# Where are you all ???



## instar (May 14, 2005)

Hey, we need more frog and turtle related threads/post ! 

....Gotta keep this forum alive!


----------



## Bouncer (May 14, 2005)

ooooo I'll get the cam out and take some piccies of my turtles, any excuse, lol.


----------



## AGAMIDAE (May 14, 2005)

I love froggies


----------



## Guest (May 14, 2005)

*Where are you all???*

Good stuff instar,i just got the one long neck tortarse ands hes outside and slowed way down ive had it since hatchling and its ben outside all its life its getting big now.


----------



## indicus (May 14, 2005)

*RE: Where are you all???*

Heres a Litoria genimaculata....beautiful rainforest species, commonly found in North Queensland rainforests, and frequent visitors in and around the house.......


----------



## diamond_python (May 14, 2005)

*RE: Where are you all???*

Ok, I have a turtle question for all you turtle keepers. How easy/hard are they to breed. You see how they lay there eggs on documentaries. I wanna know if it is the same in captivity or do you do something different to incubate the eggs?


----------



## instar (May 15, 2005)

*RE: Where are you all???*

Thats a stunning Frog Indicus, your lucky to see them!  

Diamond, the best person toask about that would be Craig .L. aka Expansa 1 , The man is turtle guru !! In general though, they must be mature, around 5 years in captivity, atleast 18-20cm carapace length, like snakes and other herps, size is important. AS other herps, most folk incubate artificially, inc times varie somewhat with species. It is ofcourse possible to allow natural incubation
in the right settings. A good area of land with sandy/loamy (diggable) soil should be provided.
Eggs laid in the water, through lack of land space will be no good after a certain time (lack of oxygen) ASk craig how long. Some folk use a bathtub with a divide siliconed and half or 1/3 land for laying.
As with any herp, its important that they are in good condition prior to introduction or season. Cooling is a facting, but again, Craig is the man you want to ask! He has a great turtle sheet, that includes notes on breeding on this site, go the left at the top of the page, click, 'feature articles' ~ 'caresheets' ~ 'other'. cheers


----------



## diamond_python (May 15, 2005)

*RE: Where are you all???*

Thanks Inny. Much appreciated. I will get onto Craig shortly.


----------



## Menagerie (May 18, 2005)

*RE: Where are you all???*

wow indicus, are they a tree dwelling frog?


----------



## RevDaniel (May 18, 2005)

*RE: Where are you all???*

Hi guys. Remember I needed help getting my turtles to feed on the morning pellets a while back. They are eating everything I through in for them, even a little more. They are growing and are quiet little characters. My wife and I had two big tropical fish tank full of tropical fish. I convinced her and we sold everything exept for some little algae eaters that i there in to keep the turtle tank clean of algea


----------



## instar (May 18, 2005)

*RE: Where are you all???*

Glad to here they're eating well Rev, love to see a pic or two turts and setup!


----------



## peterescue (May 18, 2005)

*RE: Where are you all???*

Ok, heres some rscue ELNs, Number 7 is known as Dog Biscuit these days instaed of just being one.

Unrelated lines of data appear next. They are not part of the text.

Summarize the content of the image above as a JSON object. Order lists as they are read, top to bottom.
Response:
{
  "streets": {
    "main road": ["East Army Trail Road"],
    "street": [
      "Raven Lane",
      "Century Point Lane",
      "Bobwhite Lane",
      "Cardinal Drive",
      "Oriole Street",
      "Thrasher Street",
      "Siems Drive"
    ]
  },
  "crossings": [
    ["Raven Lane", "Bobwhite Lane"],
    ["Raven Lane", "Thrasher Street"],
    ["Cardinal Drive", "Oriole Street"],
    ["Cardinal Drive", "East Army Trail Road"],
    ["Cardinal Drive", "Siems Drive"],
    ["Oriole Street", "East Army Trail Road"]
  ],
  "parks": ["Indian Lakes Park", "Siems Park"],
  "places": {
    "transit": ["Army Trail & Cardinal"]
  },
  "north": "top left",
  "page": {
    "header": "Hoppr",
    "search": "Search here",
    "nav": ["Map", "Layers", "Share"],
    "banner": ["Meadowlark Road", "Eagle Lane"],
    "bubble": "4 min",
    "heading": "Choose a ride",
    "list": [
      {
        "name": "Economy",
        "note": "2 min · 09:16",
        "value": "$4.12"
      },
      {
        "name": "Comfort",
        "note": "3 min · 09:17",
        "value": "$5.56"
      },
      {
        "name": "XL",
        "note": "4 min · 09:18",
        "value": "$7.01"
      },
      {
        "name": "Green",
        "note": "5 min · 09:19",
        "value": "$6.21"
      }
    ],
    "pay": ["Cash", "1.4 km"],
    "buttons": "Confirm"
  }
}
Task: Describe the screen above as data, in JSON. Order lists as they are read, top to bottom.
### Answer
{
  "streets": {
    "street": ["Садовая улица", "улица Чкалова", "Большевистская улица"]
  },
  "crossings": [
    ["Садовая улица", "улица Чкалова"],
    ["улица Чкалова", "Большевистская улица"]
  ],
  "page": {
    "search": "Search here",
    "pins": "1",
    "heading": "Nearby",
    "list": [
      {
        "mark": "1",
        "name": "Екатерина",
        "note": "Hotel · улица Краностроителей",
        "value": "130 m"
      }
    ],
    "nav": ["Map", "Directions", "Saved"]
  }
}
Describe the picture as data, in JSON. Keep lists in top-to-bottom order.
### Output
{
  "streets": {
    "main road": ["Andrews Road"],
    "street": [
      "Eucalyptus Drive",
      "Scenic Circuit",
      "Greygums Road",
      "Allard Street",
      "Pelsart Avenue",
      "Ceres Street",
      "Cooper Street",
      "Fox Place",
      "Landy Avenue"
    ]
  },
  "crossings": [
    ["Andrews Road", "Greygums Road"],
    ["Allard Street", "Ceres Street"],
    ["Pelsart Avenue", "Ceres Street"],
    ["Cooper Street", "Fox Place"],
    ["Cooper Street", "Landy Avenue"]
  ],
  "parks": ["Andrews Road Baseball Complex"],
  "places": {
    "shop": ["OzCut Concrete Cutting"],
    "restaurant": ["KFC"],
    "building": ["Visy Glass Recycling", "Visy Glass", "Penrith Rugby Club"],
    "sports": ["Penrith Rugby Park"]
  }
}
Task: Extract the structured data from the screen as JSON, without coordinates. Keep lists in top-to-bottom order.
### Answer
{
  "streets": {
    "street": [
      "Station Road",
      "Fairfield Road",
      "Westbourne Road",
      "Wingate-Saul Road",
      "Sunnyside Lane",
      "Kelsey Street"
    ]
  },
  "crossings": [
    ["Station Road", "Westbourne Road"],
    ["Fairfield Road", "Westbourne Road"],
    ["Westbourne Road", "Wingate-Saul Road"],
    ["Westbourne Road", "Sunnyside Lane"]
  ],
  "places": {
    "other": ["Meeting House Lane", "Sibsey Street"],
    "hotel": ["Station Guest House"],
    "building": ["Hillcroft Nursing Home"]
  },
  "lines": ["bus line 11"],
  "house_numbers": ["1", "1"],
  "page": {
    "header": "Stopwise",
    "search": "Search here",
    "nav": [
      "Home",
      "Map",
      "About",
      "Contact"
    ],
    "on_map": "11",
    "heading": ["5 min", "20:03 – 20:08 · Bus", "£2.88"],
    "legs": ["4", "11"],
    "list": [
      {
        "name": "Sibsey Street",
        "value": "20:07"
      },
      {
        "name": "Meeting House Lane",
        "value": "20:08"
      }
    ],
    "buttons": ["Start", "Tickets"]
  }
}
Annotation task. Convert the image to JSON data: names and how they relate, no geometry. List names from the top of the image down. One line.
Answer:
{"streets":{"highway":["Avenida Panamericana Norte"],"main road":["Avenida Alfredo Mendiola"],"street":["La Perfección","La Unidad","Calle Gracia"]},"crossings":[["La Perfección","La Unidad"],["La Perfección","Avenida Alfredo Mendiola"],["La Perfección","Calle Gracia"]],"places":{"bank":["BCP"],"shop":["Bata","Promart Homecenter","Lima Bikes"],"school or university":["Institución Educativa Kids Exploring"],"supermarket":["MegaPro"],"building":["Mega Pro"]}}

http://photobucket.com/albums/v402/bluetongue/turtles/


----------



## womas4me (May 18, 2005)

Heres my turtle tub. In it are flat-shelled turts ( C.steindachneri ). I dont hear much about these turts anywhere, and there is little available written keeping knowledge that i can find relating specifically to this species. Must be an uncommonly kept species.


----------



## Magpie (May 18, 2005)

*RE: Where are you all???*

I thought this forum was only for ex-members of the ex-C.R.A.G.?


----------



## peterescue (May 18, 2005)

*RE: Where are you all???*

C.steindachneri are only found in WA(explains itself) and because the tutrle fancying community was never very large they dont appear in many collections. I'm sure Expansa would have some. I'd be surprised and maybe disapponted if he didn't. 
Ay $500 plus export they weren't top of my spending list when they became available.


----------



## womas4me (May 18, 2005)

*RE: Where are you all???*

I got the impression off expansa 1 he didn't have any, i could be wrong.

I've never seen them advertised yet ( but i havn't looked too hard ), who is / was offering them peter?


----------



## spooky (May 18, 2005)

*froggies*

Here are some of my froggies and turts!!!! Inny, these will be rels of yours!!


----------



## instar (May 18, 2005)

*RE: froggies*

AW Cute! long lost green cousins! :lol:


----------